Ponsel bergetar di pangkuannya. Bram. Lagi. Pesan itu singkat, hanya bertanya sudah sarapan atau belum, namun hangatnya menusuk seperti jarum halus yang mengingatkan bahwa ada seseorang di luar sana yang melihatnya sebagai Almira, bukan sekadar pengatur anggaran keluarga.
"Siapa?" tanya Bimo tanpa mengangkat muka dari kalkulator.
"Teman lama," jawab Almira, mematikan layar.
Sore itu telepon Bram masuk saat Almira sedang melipat handuk di kamar mandi. Suara Bram rendah, hampir berbisik seolah takut didengar orang lain. "Bimo hanya peduli pada angka, Al. Dia tidak melihat potensimu."
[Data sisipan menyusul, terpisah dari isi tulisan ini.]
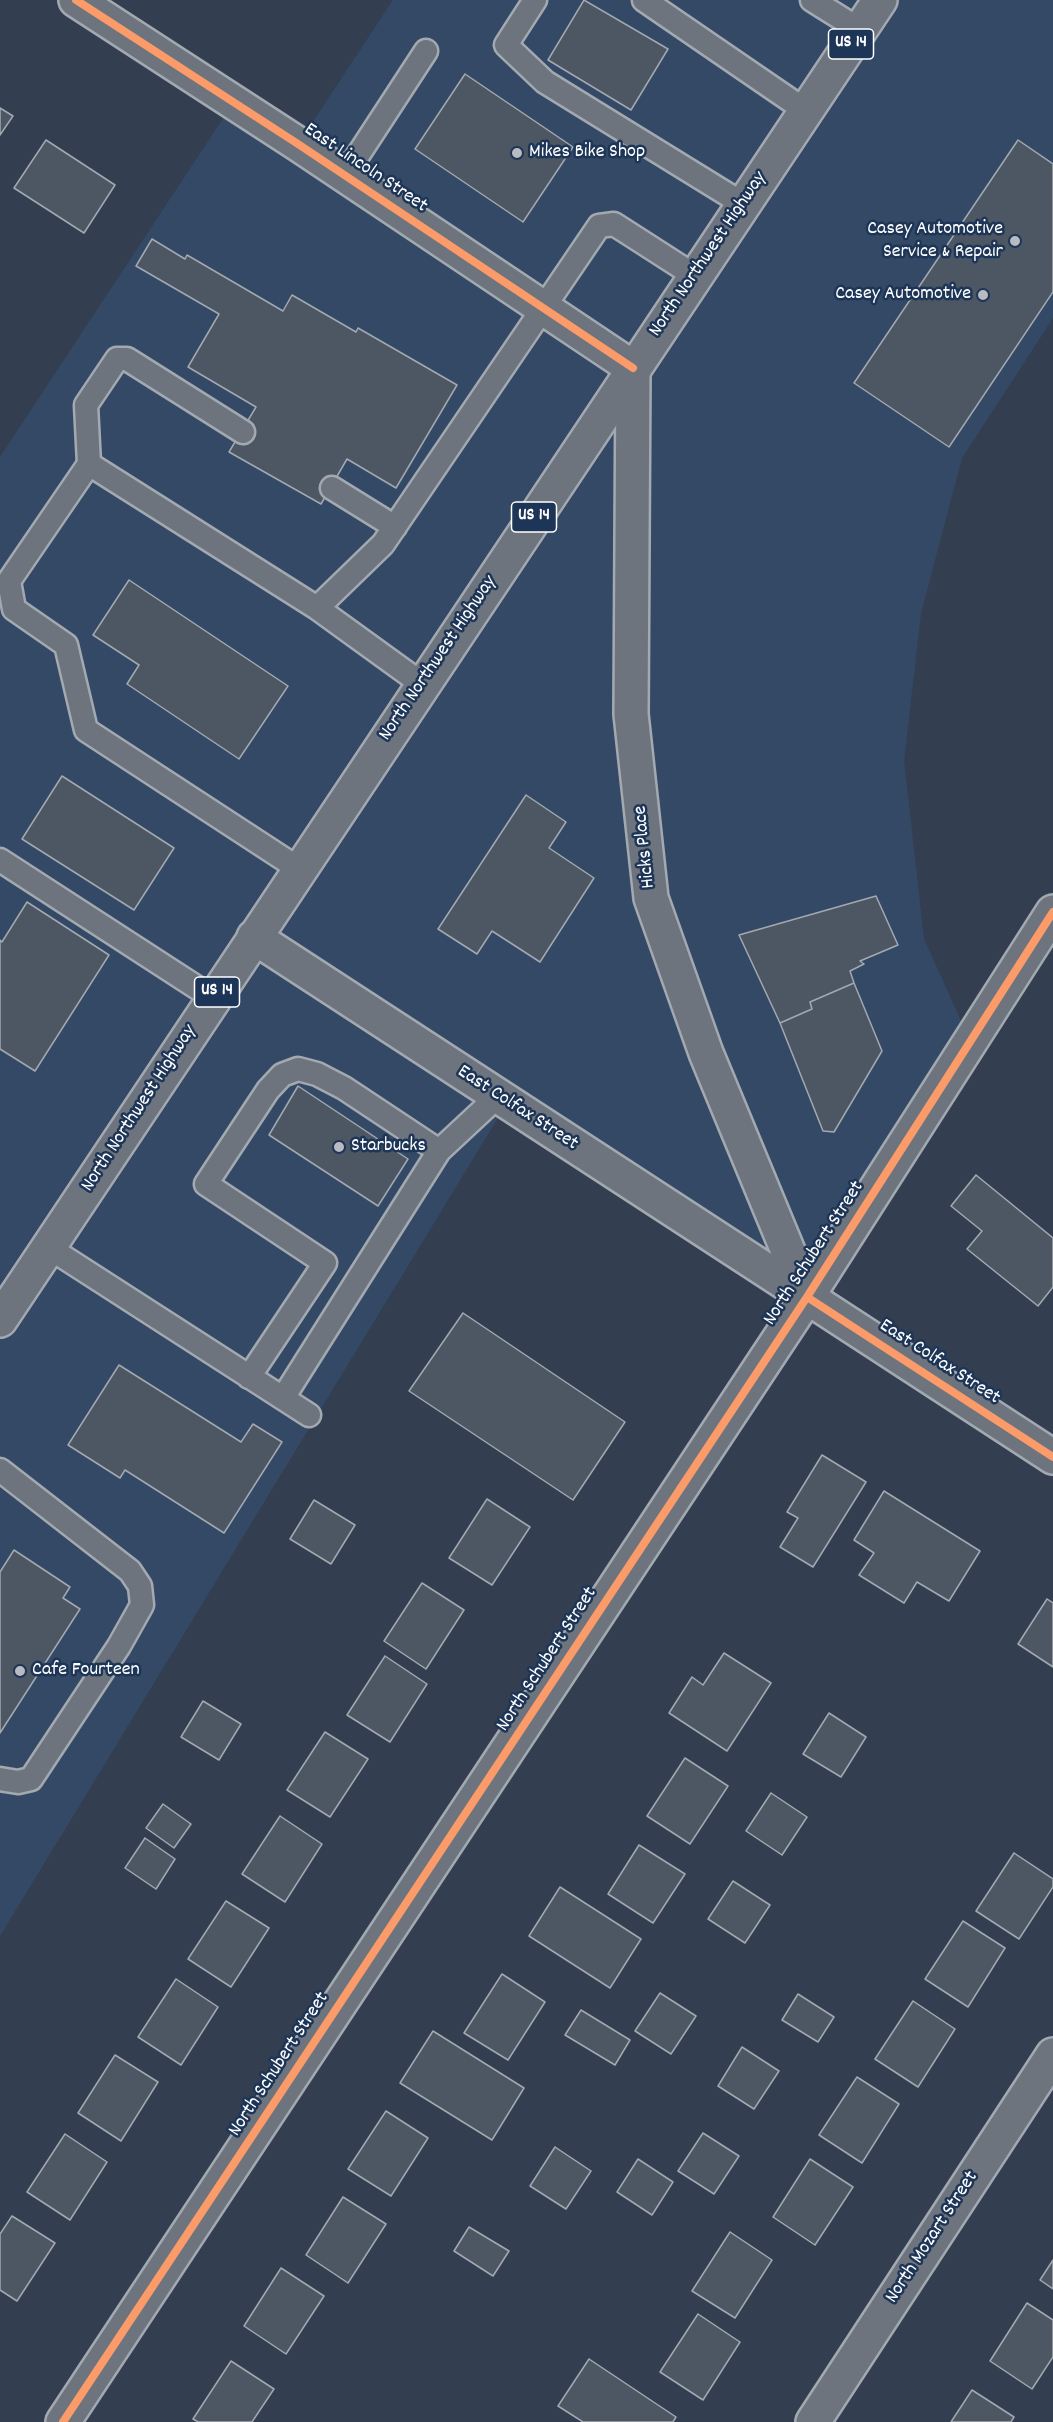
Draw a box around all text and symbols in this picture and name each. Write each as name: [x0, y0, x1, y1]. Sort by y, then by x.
road number: US 14: [828, 29, 874, 59]
street label: East Lincoln Street: [299, 119, 431, 219]
place label: Mikes Bike Shop: [529, 141, 645, 165]
marker: Mikes Bike Shop: [510, 146, 524, 160]
street label: North Northwest Highway: [645, 168, 773, 342]
place label: Casey Automotive Service & Repair: [867, 218, 1003, 265]
marker: Casey Automotive Service & Repair: [1008, 234, 1022, 248]
place label: Casey Automotive: [835, 283, 971, 307]
marker: Casey Automotive: [976, 288, 990, 302]
road number: US 14: [512, 502, 556, 532]
street label: North Northwest Highway: [375, 572, 503, 746]
street label: Hicks Place: [630, 804, 662, 890]
road number: US 14: [194, 977, 240, 1007]
street label: North Northwest Highway: [77, 1021, 203, 1197]
street label: East Colfax Street: [452, 1061, 582, 1157]
place label: Starbucks: [351, 1135, 426, 1159]
marker: Starbucks: [332, 1140, 346, 1154]
street label: North Schubert Street: [759, 1177, 871, 1331]
street label: East Colfax Street: [874, 1315, 1004, 1411]
street label: North Schubert Street: [492, 1583, 604, 1737]
place label: Cafe Fourteen: [32, 1659, 140, 1683]
marker: Cafe Fourteen: [13, 1664, 27, 1678]
street label: North Schubert Street: [224, 1988, 336, 2142]
street label: North Mozart Street: [881, 2167, 985, 2309]

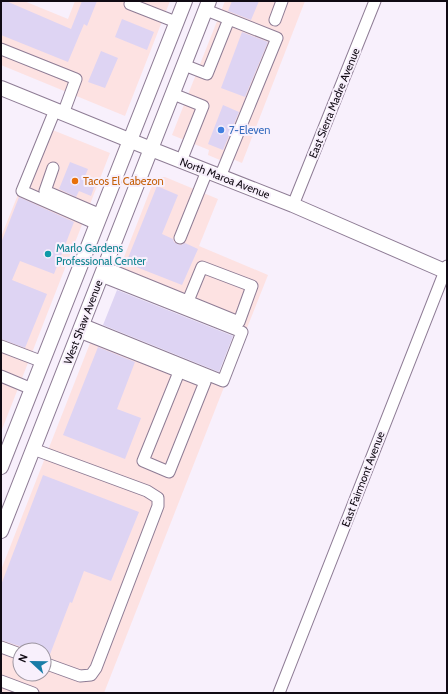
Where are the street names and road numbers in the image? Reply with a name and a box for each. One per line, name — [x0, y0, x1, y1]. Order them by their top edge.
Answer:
street label: East Sierra Madre Avenue — [305, 46, 363, 160]
street label: North Maroa Avenue — [178, 154, 272, 202]
street label: West Shaw Avenue — [60, 278, 106, 366]
street label: East Fairmont Avenue — [338, 429, 388, 529]

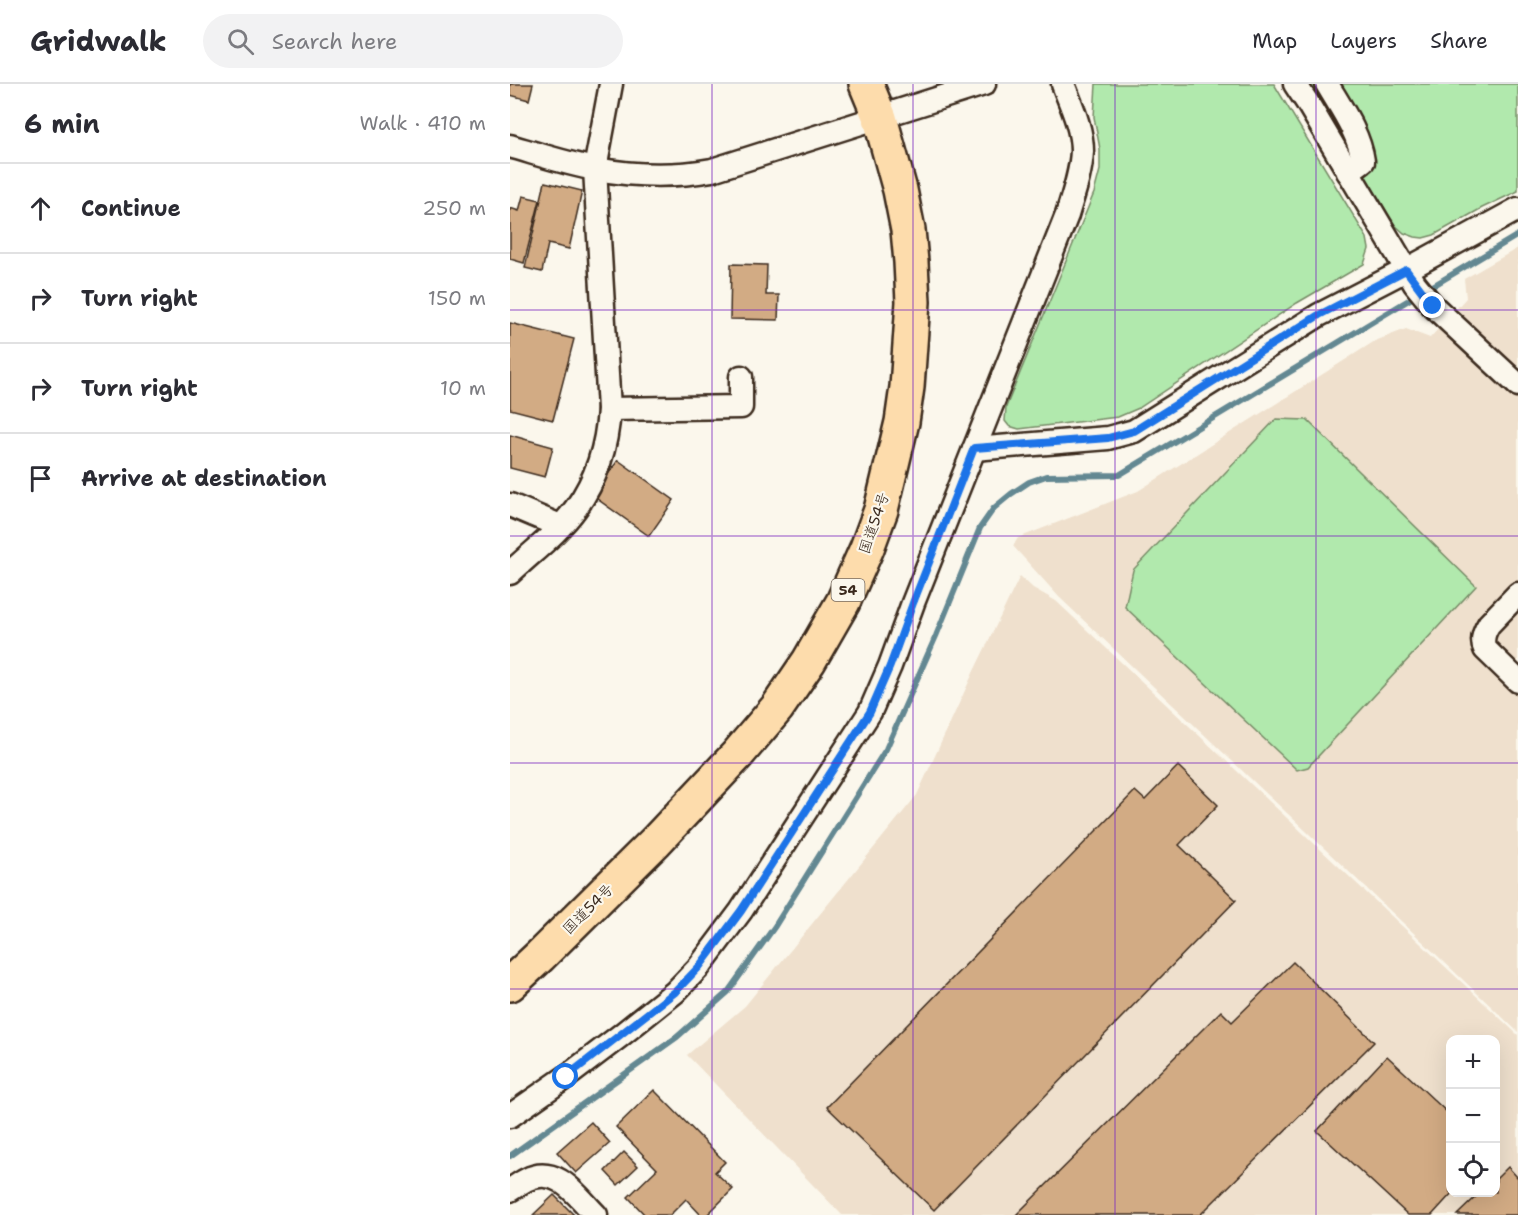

Almira membeku. Handuk biru tua di tangannya terasa berat tiba-tiba. Ia menatap cermin yang berembun, tidak mengenali bayangan samar di balik uap air. "Jangan bicara seperti itu," ucapnya, tapi suaranya tidak meyakinkan siapa pun, bahkan dirinya sendiri.
Dari balik pintu terbuka, terdengar Bimo menjelaskan pecahan kepada si bungsu dengan sabar yang biasa ia tunjukkan pada angka-angka, bukan pada istrinya. Almira memejamkan mata. Embun di cermin menetes perlahan, mengaburkan pantulan wajahnya.